Een paar woorden die ik al geleerd heb in het Sranantongo zijn,'vriendje' wat mietje betekent, 'bah bah' wat spuug betekent en 'brede' wat brood betekent.

'Vriendje' betekent 'mietje' in het Sranantongo.

Op het kinderdagverblijf wordt er Nederlands gebruikt. Sranantongo wordt hier niet richting de kinderen gesproken (wel onderling). Ik merkte tijdens mijn stage meteen een verschil in taalgebruik en klemtonen. Dat de klemtonen anders lagen wist ik al wel. Zo zei mijn vriend vaak [WééCee] i.p.v. [WeeCéé]. Nu weet ik waar dat vandaan komt.

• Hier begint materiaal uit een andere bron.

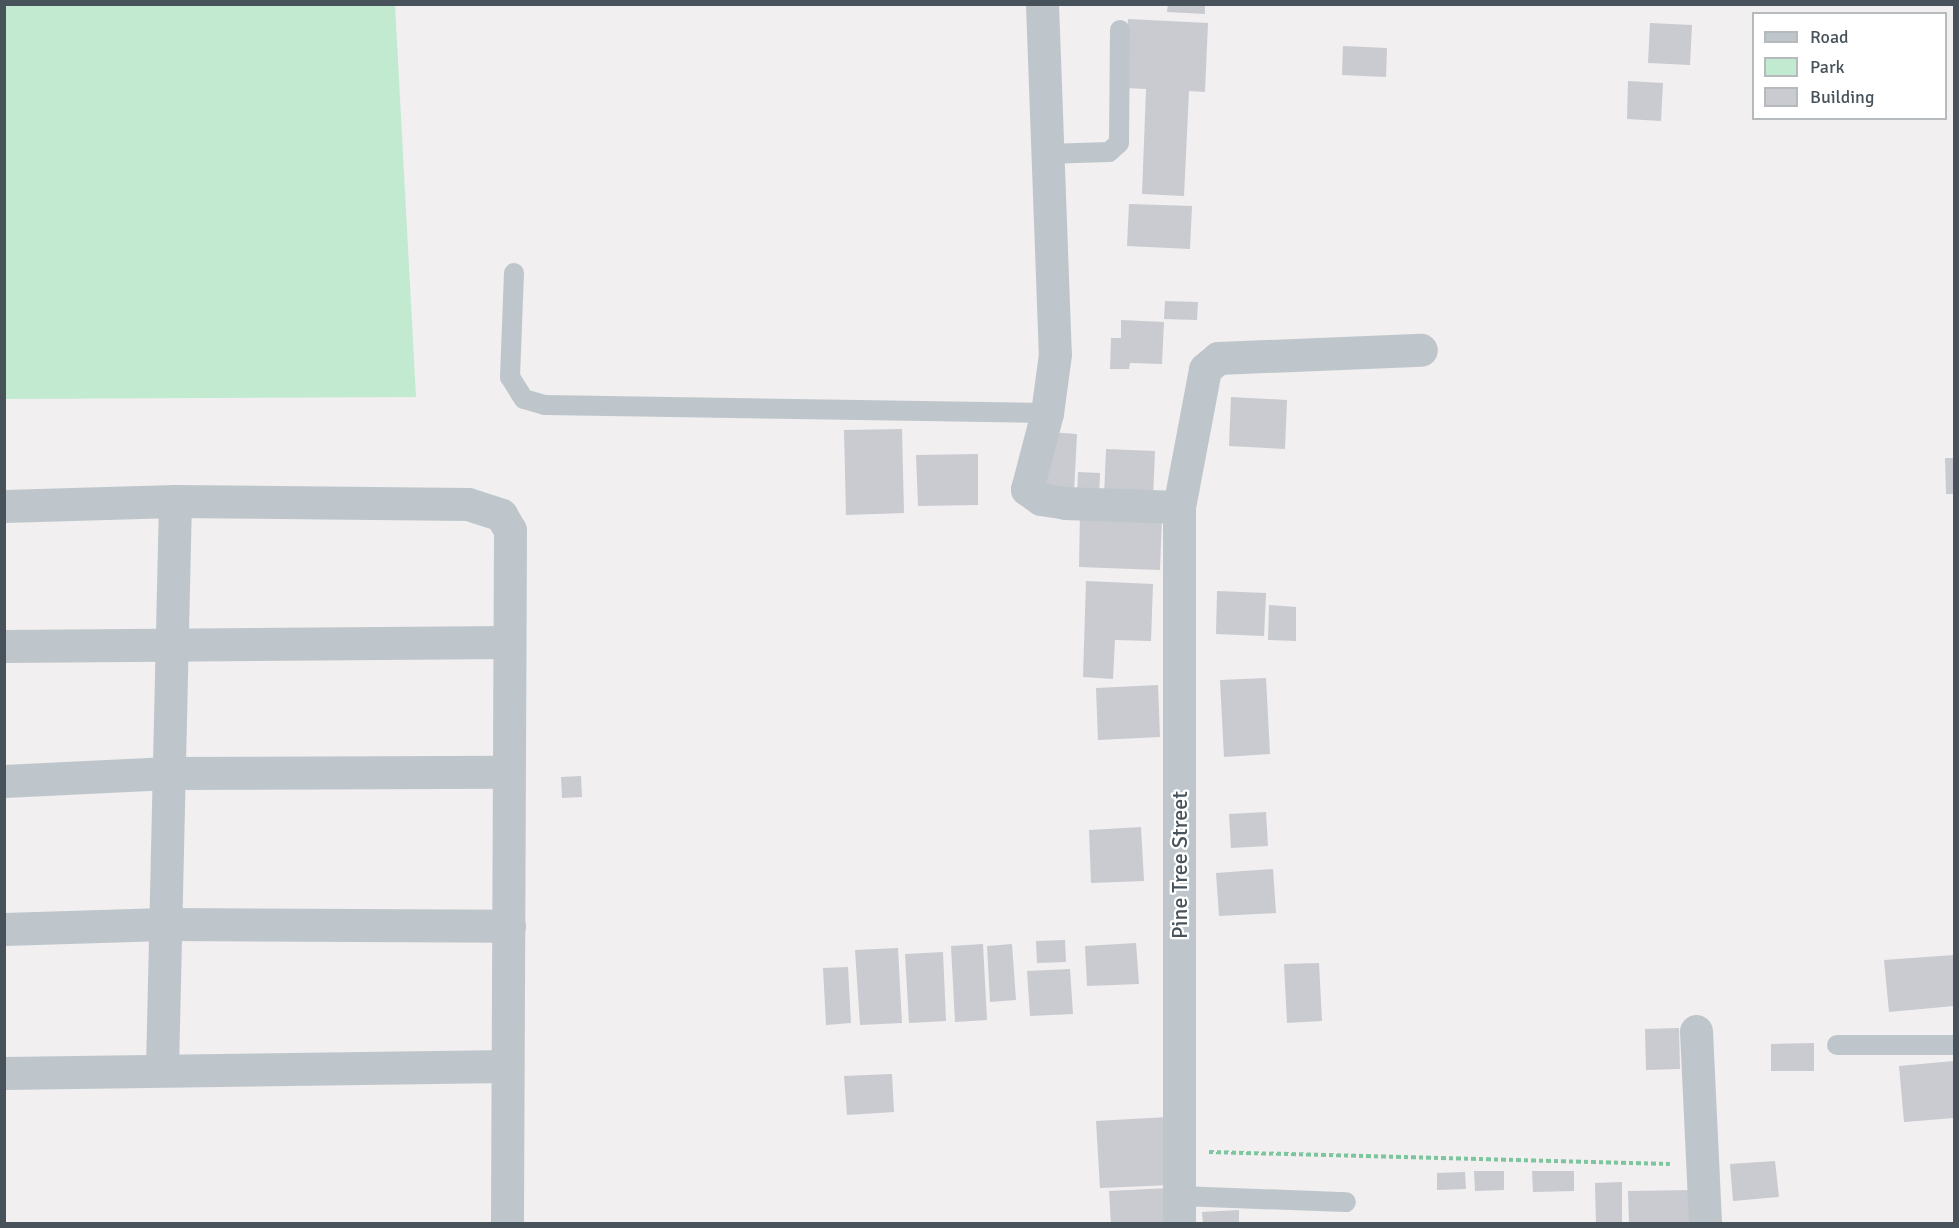 <!DOCTYPE html>
<style>
body{margin:0}
#map{position:relative;width:1959px;height:1228px;overflow:hidden;background:#f1efef;font-family:Signika,sans-serif}
div>[style]{position:absolute}
.green>*{inset:0;background:#c1ead0}
.building>*{inset:0;background:#c9cbd1}
.path>*{height:4px;margin-top:-2px;transform-origin:0;background:repeating-linear-gradient(90deg,#7cc59f 0 4.5px,transparent 0 7.5px)}
.service>*{height:20px;margin:-10px;padding:0 10px;transform-origin:10px;border-radius:10px;background:#bec6cc}
.minor>*{height:33px;margin:-16.5px;padding:0 16.5px;transform-origin:16.5px;border-radius:16.5px;background:#bec6cc}
span{translate:-50% -50%;white-space:nowrap;text-align:center;line-height:1.15;-webkit-text-stroke:4.5px #fff;paint-order:stroke}
.street-label{font-size:22px;color:#48525a}
.frame{position:absolute;inset:0;border:6px solid #48525a;pointer-events:none}
.legend{position:absolute;left:1752px;top:12px;width:195px;height:108px;box-sizing:border-box;background:#fff;border:2px solid #b6babd;margin:0;padding:8px 10px;list-style:none;font-size:18px;color:#48525a}
.legend li{display:flex;align-items:center;gap:12px;height:30px}
.legend b{width:30px;border:2px solid #b6babd}
</style>
<div id="map">
<div class="green">
<i style="clip-path:polygon(4px 5px,395px 5px,416px 397px,5px 399px)"></i>
</div>
<div class="building">
<i style="clip-path:polygon(1168px 4px,1205px 4px,1205px 14px,1167px 12px)"></i>
<i style="clip-path:polygon(1128px 19px,1208px 23px,1205px 92px,1189px 91px,1184px 196px,1142px 194px,1146px 89px,1125px 88px)"></i>
<i style="clip-path:polygon(1650px 23px,1692px 25px,1690px 65px,1648px 63px)"></i>
<i style="clip-path:polygon(1343px 46px,1387px 48px,1386px 77px,1342px 75px)"></i>
<i style="clip-path:polygon(1628px 81px,1663px 83px,1661px 121px,1627px 119px)"></i>
<i style="clip-path:polygon(1129px 204px,1192px 206px,1190px 249px,1127px 246px)"></i>
<i style="clip-path:polygon(1165px 301px,1198px 302px,1197px 320px,1164px 319px)"></i>
<i style="clip-path:polygon(1121px 320px,1164px 322px,1162px 364px,1130px 363px,1129px 369px,1110px 369px,1111px 338px,1121px 338px)"></i>
<i style="clip-path:polygon(1231px 397px,1287px 400px,1285px 449px,1229px 446px)"></i>
<i style="clip-path:polygon(902px 429px,904px 513px,846px 515px,844px 430px)"></i>
<i style="clip-path:polygon(1048px 432px,1077px 434px,1074px 492px,1046px 491px)"></i>
<i style="clip-path:polygon(1106px 449px,1155px 451px,1153px 498px,1104px 496px)"></i>
<i style="clip-path:polygon(978px 454px,978px 505px,918px 506px,916px 455px)"></i>
<i style="clip-path:polygon(1945px 458px,1954px 458px,1954px 494px,1946px 494px)"></i>
<i style="clip-path:polygon(1078px 472px,1100px 473px,1099px 499px,1077px 498px)"></i>
<i style="clip-path:polygon(1080px 514px,1162px 518px,1160px 570px,1079px 567px)"></i>
<i style="clip-path:polygon(1086px 581px,1153px 584px,1151px 641px,1115px 640px,1113px 679px,1083px 677px)"></i>
<i style="clip-path:polygon(1217px 591px,1266px 593px,1264px 636px,1216px 634px)"></i>
<i style="clip-path:polygon(1269px 605px,1296px 607px,1296px 641px,1268px 640px)"></i>
<i style="clip-path:polygon(1266px 678px,1270px 754px,1224px 757px,1220px 680px)"></i>
<i style="clip-path:polygon(1158px 685px,1160px 737px,1098px 740px,1096px 688px)"></i>
<i style="clip-path:polygon(581px 776px,582px 797px,562px 798px,561px 777px)"></i>
<i style="clip-path:polygon(1266px 812px,1268px 846px,1231px 848px,1229px 814px)"></i>
<i style="clip-path:polygon(1141px 827px,1144px 881px,1091px 883px,1089px 830px)"></i>
<i style="clip-path:polygon(1273px 869px,1276px 913px,1219px 916px,1216px 873px)"></i>
<i style="clip-path:polygon(1065px 940px,1066px 962px,1037px 963px,1036px 941px)"></i>
<i style="clip-path:polygon(1136px 943px,1139px 984px,1087px 986px,1085px 946px)"></i>
<i style="clip-path:polygon(983px 944px,987px 1020px,955px 1022px,951px 946px)"></i>
<i style="clip-path:polygon(1012px 944px,1016px 1000px,990px 1002px,987px 946px)"></i>
<i style="clip-path:polygon(898px 948px,902px 1023px,860px 1025px,855px 950px)"></i>
<i style="clip-path:polygon(943px 952px,946px 1021px,909px 1023px,905px 954px)"></i>
<i style="clip-path:polygon(1954px 955px,1954px 1006px,1889px 1012px,1884px 960px)"></i>
<i style="clip-path:polygon(1319px 963px,1322px 1021px,1287px 1023px,1284px 964px)"></i>
<i style="clip-path:polygon(848px 967px,851px 1023px,826px 1025px,823px 968px)"></i>
<i style="clip-path:polygon(1070px 969px,1073px 1014px,1030px 1016px,1027px 971px)"></i>
<i style="clip-path:polygon(1679px 1028px,1680px 1069px,1646px 1070px,1645px 1029px)"></i>
<i style="clip-path:polygon(1814px 1043px,1814px 1071px,1771px 1071px,1771px 1044px)"></i>
<i style="clip-path:polygon(1954px 1061px,1954px 1118px,1904px 1122px,1899px 1066px)"></i>
<i style="clip-path:polygon(892px 1074px,894px 1112px,847px 1115px,844px 1076px)"></i>
<i style="clip-path:polygon(1168px 1117px,1172px 1185px,1100px 1188px,1096px 1121px)"></i>
<i style="clip-path:polygon(1775px 1161px,1779px 1197px,1733px 1201px,1730px 1164px)"></i>
<i style="clip-path:polygon(1474px 1171px,1504px 1171px,1504px 1190px,1475px 1191px)"></i>
<i style="clip-path:polygon(1532px 1171px,1574px 1171px,1574px 1191px,1533px 1192px)"></i>
<i style="clip-path:polygon(1465px 1172px,1466px 1189px,1437px 1190px,1437px 1173px)"></i>
<i style="clip-path:polygon(1622px 1182px,1622px 1224px,1596px 1224px,1595px 1183px)"></i>
<i style="clip-path:polygon(1169px 1188px,1171px 1224px,1111px 1224px,1109px 1191px)"></i>
<i style="clip-path:polygon(1693px 1190px,1693px 1224px,1629px 1224px,1628px 1191px)"></i>
<i style="clip-path:polygon(1239px 1210px,1239px 1224px,1203px 1224px,1202px 1212px)"></i>
</div>
<div class="path">
<i style="left:1209px;top:1152px;width:461px;rotate:1.5deg"></i>
</div>
<div class="service">
<i style="left:1046px;top:154px;width:63px;rotate:-1.8deg"></i>
<i style="left:1109px;top:152px;width:13px;rotate:-42deg"></i>
<i style="left:1119px;top:143px;width:113px;rotate:-89.5deg"></i>
<i style="left:514px;top:273px;width:104px;rotate:92.2deg"></i>
<i style="left:510px;top:377px;width:26px;rotate:58deg"></i>
<i style="left:524px;top:399px;width:22px;rotate:16deg"></i>
<i style="left:545px;top:405px;width:502px;rotate:0.91deg"></i>
<i style="left:1837px;top:1045px;width:117px"></i>
<i style="left:1179px;top:1196px;width:167px;rotate:2.1deg"></i>
</div>
<div class="minor">
<i style="left:1042px;top:4px;width:350px;rotate:87.9deg"></i>
<i style="left:1055px;top:354px;width:60px;rotate:97.7deg"></i>
<i style="left:1047px;top:413px;width:79px;rotate:104.7deg"></i>
<i style="left:1027px;top:489px;width:17px;rotate:36deg"></i>
<i style="left:1041px;top:499px;width:24px;rotate:9deg"></i>
<i style="left:1065px;top:503px;width:114px;rotate:2deg"></i>
<i style="left:4px;top:506px;width:171px;rotate:-1.7deg"></i>
<i style="left:175px;top:501px;width:293px;rotate:0.6deg"></i>
<i style="left:468px;top:504px;width:35px;rotate:18deg"></i>
<i style="left:501px;top:515px;width:17px;rotate:59deg"></i>
<i style="left:510px;top:530px;width:694px;rotate:90.25deg"></i>
<i style="left:4px;top:646px;width:505px;rotate:-0.45deg"></i>
<i style="left:4px;top:781px;width:165px;rotate:-2.8deg"></i>
<i style="left:169px;top:773px;width:339px;rotate:-0.2deg"></i>
<i style="left:4px;top:929px;width:161px;rotate:-1.8deg"></i>
<i style="left:165px;top:924px;width:344px;rotate:0.3deg"></i>
<i style="left:1696px;top:1031px;width:193px;rotate:87.3deg"></i>
<i style="left:162px;top:1069px;width:568px;rotate:-88.69deg"></i>
<i style="left:4px;top:1073px;width:503px;rotate:-0.8deg"></i>
<i style="left:1179px;top:1224px;width:717px;rotate:-90deg"></i>
<i style="left:1179px;top:507px;width:140px;rotate:-79.3deg"></i>
<i style="left:1205px;top:369px;width:17px;rotate:-40deg"></i>
<i style="left:1218px;top:358px;width:203px;rotate:-2.3deg"></i>
</div>
<div class="street-label">
<span style="left:1180px;top:865px;rotate:-90deg">Pine Tree Street</span>
</div>
<div class="frame"></div>
<ul class="legend">
<li><b style="height:8px;background:#bec6cc"></b>Road</li>
<li><b style="height:16px;background:#c1ead0"></b>Park</li>
<li><b style="height:16px;background:#c9cbd1"></b>Building</li>
</ul>
</div>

Wat me opviel met betrekking tot het taalgebruik is dat de "tantes" op het kinderdagverblijf en leerkrachten veel met gebiedende wijs spreken. Wij spreken de leerlingen in Nederland vaak (voor ons) vriendelijker aan, bijv. "zouden jullie allemaal even willen gaan zitten?" waar hier er gezegd wordt "allemaal zitten!". De leerlingen luisteren vervolgens en voelen zich niet boos aangesproken. Ik merk dat ik persoonlijk hierdoor een tussenstap mis. In Nederland vraag ik iets eerst vriendelijk, dan direct (als waarschuwing) en dan boos. Voor mijn gevoel vraag ik hier alles steeds als een waarschuwing en is dus de logische stap voor mij om vervolgens meteen boos te worden. Ik merkte dat de communicatie naar de leerlingen bij de tantes ook alleen uit deze twee stappen bestaat. Dit is gewoon de manier van aanspreken. In het dagelijks leven gebeurt dit ook. Zo had ik met de nicht van Rain (mijn vriend) afgesproken voor ik naar Suriname ging om haar daar te ontmoeten:


Ik: Hey, ik ga naar Suriname om daar drie maanden stage te lopen. Misschien dat we dan een keer af kunnen spreken?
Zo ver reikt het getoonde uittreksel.